THE PROBLEM:
Your task is to find every line of the listing that includes "number" and copy it.
☆ ☆ ☆ ☆
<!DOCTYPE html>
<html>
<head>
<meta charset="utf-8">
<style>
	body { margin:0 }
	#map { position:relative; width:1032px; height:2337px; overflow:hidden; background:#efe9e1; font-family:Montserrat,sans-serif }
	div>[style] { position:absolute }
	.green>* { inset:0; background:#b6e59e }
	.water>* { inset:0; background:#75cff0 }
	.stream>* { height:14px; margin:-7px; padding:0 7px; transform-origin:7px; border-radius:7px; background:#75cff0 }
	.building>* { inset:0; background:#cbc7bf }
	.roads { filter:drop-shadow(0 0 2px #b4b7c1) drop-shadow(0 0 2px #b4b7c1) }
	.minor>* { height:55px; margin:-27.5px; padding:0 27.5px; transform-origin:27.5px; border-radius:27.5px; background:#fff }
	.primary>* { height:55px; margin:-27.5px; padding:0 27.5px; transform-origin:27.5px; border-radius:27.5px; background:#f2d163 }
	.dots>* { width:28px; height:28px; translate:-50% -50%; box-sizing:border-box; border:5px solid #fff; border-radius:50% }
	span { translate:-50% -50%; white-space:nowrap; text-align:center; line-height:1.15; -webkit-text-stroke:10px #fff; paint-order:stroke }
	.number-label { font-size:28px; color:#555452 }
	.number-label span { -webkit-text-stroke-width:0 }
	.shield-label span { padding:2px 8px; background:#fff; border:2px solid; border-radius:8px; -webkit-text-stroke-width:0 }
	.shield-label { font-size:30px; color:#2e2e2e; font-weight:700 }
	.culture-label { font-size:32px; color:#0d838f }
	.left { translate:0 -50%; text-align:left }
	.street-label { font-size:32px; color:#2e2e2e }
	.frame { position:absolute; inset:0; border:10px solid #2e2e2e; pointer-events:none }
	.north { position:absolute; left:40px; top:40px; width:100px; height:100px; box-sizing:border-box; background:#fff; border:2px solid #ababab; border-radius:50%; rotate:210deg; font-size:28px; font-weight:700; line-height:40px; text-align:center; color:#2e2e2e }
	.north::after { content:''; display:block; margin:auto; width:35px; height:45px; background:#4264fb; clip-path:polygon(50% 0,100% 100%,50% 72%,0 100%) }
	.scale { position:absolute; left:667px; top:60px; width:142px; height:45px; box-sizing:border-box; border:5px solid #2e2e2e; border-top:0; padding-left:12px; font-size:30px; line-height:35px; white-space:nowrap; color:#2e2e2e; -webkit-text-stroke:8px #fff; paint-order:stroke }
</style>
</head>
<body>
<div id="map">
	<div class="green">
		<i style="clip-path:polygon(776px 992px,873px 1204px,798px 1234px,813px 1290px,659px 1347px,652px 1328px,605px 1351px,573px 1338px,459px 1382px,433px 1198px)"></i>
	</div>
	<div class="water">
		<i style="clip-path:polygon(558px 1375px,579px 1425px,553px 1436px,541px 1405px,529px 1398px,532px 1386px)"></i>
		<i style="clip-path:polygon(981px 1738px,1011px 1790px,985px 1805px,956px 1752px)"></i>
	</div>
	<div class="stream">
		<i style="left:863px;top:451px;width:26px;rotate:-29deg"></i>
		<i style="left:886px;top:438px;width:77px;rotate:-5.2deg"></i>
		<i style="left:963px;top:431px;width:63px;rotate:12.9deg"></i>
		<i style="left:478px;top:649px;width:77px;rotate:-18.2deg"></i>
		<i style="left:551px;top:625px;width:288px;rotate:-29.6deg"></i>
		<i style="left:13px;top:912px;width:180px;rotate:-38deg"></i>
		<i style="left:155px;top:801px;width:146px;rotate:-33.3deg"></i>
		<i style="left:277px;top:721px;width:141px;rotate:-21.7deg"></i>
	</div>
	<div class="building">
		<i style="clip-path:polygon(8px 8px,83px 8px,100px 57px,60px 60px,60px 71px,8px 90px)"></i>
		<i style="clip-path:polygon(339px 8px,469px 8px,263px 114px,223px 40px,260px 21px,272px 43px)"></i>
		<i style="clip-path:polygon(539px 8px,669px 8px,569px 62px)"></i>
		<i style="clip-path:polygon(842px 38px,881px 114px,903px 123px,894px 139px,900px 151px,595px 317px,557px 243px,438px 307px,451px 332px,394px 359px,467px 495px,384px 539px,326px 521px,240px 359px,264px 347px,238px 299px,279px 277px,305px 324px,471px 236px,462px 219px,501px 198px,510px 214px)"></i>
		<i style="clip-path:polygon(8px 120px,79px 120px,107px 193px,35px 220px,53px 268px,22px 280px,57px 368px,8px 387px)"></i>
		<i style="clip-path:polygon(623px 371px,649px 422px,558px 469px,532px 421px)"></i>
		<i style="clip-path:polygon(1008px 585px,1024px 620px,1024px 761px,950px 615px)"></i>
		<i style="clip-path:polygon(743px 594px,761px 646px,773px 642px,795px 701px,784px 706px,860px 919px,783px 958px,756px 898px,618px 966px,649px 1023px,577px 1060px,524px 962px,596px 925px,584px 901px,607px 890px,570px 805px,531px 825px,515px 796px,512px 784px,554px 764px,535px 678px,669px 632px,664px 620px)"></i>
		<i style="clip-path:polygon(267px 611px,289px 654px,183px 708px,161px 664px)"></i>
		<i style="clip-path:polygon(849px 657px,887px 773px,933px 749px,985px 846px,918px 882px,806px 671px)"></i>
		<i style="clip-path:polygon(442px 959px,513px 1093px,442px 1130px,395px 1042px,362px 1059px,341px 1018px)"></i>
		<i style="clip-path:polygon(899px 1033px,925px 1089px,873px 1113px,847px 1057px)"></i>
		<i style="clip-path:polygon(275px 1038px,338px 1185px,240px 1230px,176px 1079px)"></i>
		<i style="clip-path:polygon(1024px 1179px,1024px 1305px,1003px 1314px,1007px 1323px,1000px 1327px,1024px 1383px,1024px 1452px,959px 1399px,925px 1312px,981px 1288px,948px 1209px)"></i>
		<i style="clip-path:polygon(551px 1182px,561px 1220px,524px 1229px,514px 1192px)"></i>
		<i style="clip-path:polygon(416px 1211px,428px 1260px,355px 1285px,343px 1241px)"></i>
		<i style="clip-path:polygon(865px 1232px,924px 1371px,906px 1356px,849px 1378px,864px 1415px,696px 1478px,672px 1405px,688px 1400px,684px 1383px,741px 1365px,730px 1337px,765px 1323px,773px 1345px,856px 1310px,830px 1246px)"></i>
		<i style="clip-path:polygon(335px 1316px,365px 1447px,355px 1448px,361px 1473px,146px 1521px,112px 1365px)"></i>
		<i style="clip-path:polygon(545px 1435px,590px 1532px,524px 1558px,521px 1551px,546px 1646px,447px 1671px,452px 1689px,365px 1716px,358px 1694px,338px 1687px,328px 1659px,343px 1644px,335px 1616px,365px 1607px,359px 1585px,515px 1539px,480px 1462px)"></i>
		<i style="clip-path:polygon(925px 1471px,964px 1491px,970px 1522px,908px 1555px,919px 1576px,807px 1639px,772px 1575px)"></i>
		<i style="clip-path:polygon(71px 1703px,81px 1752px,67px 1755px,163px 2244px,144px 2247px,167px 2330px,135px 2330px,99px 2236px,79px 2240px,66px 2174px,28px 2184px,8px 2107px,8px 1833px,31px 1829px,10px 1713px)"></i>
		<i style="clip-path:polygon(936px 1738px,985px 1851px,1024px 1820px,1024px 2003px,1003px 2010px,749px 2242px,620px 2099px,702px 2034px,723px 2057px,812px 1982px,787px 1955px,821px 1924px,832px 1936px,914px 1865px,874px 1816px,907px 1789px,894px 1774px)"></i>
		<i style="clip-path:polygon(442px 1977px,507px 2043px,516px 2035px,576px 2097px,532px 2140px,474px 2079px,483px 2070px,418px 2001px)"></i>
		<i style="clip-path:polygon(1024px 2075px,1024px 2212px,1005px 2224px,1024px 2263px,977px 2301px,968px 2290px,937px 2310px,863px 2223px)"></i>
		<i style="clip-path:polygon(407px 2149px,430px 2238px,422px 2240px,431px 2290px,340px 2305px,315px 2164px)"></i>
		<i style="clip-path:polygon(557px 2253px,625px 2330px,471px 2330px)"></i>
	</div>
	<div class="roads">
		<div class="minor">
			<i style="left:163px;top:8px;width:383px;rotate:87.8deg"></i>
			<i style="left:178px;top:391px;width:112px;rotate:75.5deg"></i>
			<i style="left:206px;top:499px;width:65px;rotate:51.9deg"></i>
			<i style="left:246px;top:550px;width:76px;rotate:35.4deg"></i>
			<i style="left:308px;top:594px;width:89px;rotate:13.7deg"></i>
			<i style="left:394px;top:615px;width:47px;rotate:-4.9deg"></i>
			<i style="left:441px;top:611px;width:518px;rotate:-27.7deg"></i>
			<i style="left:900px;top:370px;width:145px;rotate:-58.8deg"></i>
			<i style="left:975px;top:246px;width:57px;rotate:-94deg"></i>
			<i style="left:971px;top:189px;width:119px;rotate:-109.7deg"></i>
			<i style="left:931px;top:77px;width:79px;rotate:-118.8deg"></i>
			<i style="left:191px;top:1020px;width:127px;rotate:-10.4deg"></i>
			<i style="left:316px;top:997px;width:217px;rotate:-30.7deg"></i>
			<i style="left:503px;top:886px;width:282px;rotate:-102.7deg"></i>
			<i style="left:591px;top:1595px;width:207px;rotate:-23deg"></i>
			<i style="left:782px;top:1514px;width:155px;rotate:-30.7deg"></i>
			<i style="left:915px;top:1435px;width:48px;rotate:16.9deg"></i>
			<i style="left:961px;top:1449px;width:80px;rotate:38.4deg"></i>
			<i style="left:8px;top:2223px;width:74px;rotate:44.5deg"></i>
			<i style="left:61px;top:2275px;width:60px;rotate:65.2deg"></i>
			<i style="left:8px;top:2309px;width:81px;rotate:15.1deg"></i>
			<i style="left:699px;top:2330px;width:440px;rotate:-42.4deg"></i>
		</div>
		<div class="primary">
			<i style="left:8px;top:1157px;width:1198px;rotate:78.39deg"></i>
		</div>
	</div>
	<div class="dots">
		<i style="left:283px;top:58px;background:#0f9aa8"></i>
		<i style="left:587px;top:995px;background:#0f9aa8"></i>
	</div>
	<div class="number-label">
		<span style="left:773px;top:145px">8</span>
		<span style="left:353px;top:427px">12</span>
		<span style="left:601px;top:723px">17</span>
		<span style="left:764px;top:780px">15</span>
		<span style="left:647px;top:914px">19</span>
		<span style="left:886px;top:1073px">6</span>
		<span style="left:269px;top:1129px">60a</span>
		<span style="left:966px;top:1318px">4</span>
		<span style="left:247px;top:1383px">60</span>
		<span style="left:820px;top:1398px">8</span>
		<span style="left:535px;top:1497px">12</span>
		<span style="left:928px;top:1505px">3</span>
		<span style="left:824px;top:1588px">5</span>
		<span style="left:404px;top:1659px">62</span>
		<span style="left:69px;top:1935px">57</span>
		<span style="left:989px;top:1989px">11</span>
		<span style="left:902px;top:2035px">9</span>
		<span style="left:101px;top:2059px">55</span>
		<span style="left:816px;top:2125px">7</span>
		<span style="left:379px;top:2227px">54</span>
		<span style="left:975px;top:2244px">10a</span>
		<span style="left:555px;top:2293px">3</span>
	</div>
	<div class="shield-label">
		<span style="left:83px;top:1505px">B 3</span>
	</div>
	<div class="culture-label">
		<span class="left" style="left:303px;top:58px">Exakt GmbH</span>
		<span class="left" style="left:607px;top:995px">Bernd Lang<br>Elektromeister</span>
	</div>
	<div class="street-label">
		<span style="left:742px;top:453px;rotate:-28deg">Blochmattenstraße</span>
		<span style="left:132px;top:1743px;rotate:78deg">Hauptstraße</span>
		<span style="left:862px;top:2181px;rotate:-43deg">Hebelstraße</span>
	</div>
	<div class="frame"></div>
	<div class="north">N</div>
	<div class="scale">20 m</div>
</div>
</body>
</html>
☆ ☆ ☆ ☆
PROBLEM SOLUTION:
	.number-label { font-size:28px; color:#555452 }
	.number-label span { -webkit-text-stroke-width:0 }
	<div class="number-label">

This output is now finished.